Supplied records:
******
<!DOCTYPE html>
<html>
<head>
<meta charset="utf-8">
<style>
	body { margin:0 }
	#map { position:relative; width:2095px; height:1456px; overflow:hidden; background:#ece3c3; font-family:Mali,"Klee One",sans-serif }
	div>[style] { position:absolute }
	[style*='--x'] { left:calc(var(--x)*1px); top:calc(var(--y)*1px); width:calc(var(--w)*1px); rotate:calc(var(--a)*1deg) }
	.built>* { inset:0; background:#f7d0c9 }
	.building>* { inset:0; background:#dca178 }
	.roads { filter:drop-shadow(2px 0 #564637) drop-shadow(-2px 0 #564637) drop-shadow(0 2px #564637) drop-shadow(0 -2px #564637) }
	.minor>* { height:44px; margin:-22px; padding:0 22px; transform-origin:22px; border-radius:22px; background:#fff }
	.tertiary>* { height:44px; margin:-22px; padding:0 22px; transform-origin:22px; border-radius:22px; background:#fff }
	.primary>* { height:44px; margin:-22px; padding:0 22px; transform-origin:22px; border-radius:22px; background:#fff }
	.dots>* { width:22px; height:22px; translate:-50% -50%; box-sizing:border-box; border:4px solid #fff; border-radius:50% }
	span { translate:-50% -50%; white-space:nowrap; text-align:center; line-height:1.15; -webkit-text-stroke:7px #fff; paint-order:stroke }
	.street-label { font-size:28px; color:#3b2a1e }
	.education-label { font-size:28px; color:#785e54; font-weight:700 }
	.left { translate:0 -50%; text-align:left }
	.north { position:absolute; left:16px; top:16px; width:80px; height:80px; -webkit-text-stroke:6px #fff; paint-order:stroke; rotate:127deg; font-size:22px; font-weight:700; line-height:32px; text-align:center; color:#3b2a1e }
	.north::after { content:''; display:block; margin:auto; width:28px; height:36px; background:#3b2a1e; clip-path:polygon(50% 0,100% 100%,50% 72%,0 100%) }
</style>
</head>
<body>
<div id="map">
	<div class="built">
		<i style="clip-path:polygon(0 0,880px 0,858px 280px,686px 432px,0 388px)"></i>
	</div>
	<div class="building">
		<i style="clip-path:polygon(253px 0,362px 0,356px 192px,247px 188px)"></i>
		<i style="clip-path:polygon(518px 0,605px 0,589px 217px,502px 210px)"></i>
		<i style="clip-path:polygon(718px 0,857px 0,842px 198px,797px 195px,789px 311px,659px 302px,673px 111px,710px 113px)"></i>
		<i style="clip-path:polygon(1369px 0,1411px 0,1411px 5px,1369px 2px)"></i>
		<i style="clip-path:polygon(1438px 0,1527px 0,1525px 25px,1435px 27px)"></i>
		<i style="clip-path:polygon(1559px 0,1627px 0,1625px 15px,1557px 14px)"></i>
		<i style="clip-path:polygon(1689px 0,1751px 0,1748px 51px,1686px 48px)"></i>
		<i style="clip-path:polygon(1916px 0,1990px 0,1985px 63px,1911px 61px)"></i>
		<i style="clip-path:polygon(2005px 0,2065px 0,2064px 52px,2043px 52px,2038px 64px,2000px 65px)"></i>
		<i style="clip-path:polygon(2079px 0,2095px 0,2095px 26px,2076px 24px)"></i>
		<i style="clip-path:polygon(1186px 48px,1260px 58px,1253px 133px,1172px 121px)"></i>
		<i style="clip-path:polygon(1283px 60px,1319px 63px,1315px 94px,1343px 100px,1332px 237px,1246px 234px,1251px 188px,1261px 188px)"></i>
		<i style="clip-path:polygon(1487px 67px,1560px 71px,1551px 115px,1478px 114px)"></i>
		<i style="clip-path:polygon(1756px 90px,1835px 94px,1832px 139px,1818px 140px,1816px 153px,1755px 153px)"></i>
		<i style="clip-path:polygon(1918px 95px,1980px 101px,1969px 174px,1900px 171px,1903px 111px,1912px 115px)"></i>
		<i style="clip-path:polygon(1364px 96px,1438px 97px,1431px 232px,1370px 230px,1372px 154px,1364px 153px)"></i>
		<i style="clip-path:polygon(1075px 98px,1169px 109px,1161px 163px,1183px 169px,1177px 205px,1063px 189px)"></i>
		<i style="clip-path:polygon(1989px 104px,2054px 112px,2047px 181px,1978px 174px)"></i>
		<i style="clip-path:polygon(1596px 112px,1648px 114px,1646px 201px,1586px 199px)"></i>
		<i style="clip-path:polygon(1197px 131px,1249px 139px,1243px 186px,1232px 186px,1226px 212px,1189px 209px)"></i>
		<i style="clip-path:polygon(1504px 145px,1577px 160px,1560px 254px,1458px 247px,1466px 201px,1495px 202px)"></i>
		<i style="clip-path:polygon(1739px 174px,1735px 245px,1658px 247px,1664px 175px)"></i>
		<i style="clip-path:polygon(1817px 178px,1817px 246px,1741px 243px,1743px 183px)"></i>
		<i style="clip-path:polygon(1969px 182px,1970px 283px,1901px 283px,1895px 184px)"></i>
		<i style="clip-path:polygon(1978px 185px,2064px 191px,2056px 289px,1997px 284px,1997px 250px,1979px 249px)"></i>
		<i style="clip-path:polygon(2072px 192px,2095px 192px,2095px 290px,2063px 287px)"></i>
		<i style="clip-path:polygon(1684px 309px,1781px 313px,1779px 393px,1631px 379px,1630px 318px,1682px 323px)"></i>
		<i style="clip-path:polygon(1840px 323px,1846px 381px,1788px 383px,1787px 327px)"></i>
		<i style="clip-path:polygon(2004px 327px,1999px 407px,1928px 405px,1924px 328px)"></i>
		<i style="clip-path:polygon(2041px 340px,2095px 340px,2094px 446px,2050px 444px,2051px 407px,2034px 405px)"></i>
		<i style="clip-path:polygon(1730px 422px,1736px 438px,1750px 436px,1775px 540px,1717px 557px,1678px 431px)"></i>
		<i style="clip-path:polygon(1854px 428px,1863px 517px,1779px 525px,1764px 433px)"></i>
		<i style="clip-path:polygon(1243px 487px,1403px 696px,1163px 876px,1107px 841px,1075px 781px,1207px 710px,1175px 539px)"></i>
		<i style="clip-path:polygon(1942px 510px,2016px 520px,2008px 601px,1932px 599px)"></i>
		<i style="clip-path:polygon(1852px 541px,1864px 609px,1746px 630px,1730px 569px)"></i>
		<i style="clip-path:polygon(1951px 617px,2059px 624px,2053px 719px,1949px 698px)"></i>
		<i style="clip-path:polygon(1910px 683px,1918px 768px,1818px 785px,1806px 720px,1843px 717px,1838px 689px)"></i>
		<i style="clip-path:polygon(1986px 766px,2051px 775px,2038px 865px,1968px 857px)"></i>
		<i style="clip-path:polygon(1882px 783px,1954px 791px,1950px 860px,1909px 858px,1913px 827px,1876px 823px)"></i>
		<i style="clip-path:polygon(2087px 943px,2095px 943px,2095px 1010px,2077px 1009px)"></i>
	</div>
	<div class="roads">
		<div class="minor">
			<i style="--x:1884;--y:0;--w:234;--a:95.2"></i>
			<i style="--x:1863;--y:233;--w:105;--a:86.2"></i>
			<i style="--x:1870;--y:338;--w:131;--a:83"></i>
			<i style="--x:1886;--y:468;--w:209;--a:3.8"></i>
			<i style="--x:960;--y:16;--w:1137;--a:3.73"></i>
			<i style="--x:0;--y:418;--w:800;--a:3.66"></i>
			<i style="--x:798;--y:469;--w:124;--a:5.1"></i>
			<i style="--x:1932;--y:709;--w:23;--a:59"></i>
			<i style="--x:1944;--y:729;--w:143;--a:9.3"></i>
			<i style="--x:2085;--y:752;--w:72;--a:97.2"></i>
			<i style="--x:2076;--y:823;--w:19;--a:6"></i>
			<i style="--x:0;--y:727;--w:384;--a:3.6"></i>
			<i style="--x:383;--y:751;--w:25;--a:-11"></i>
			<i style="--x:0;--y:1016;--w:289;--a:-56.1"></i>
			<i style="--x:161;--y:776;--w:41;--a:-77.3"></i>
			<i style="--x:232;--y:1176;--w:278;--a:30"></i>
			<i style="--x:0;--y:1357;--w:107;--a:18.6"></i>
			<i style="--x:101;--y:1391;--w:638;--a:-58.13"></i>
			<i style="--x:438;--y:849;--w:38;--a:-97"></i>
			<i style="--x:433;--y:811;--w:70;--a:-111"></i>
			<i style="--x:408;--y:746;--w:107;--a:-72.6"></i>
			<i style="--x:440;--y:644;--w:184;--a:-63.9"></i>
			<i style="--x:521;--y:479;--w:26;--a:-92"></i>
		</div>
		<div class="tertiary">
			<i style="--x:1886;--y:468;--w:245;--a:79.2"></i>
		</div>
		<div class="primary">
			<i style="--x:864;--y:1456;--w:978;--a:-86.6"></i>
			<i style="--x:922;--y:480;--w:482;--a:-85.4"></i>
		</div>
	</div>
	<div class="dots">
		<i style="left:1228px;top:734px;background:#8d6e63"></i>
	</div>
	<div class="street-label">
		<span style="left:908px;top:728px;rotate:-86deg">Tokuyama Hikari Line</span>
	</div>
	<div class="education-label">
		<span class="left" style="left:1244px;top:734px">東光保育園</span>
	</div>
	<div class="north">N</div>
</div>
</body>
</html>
******
What to work on: Retype only the lines running from the top of the listing to the line that holds "filter:drop-shadow(2px 0 #564637)", both ends included.

Expected answer:
<!DOCTYPE html>
<html>
<head>
<meta charset="utf-8">
<style>
	body { margin:0 }
	#map { position:relative; width:2095px; height:1456px; overflow:hidden; background:#ece3c3; font-family:Mali,"Klee One",sans-serif }
	div>[style] { position:absolute }
	[style*='--x'] { left:calc(var(--x)*1px); top:calc(var(--y)*1px); width:calc(var(--w)*1px); rotate:calc(var(--a)*1deg) }
	.built>* { inset:0; background:#f7d0c9 }
	.building>* { inset:0; background:#dca178 }
	.roads { filter:drop-shadow(2px 0 #564637) drop-shadow(-2px 0 #564637) drop-shadow(0 2px #564637) drop-shadow(0 -2px #564637) }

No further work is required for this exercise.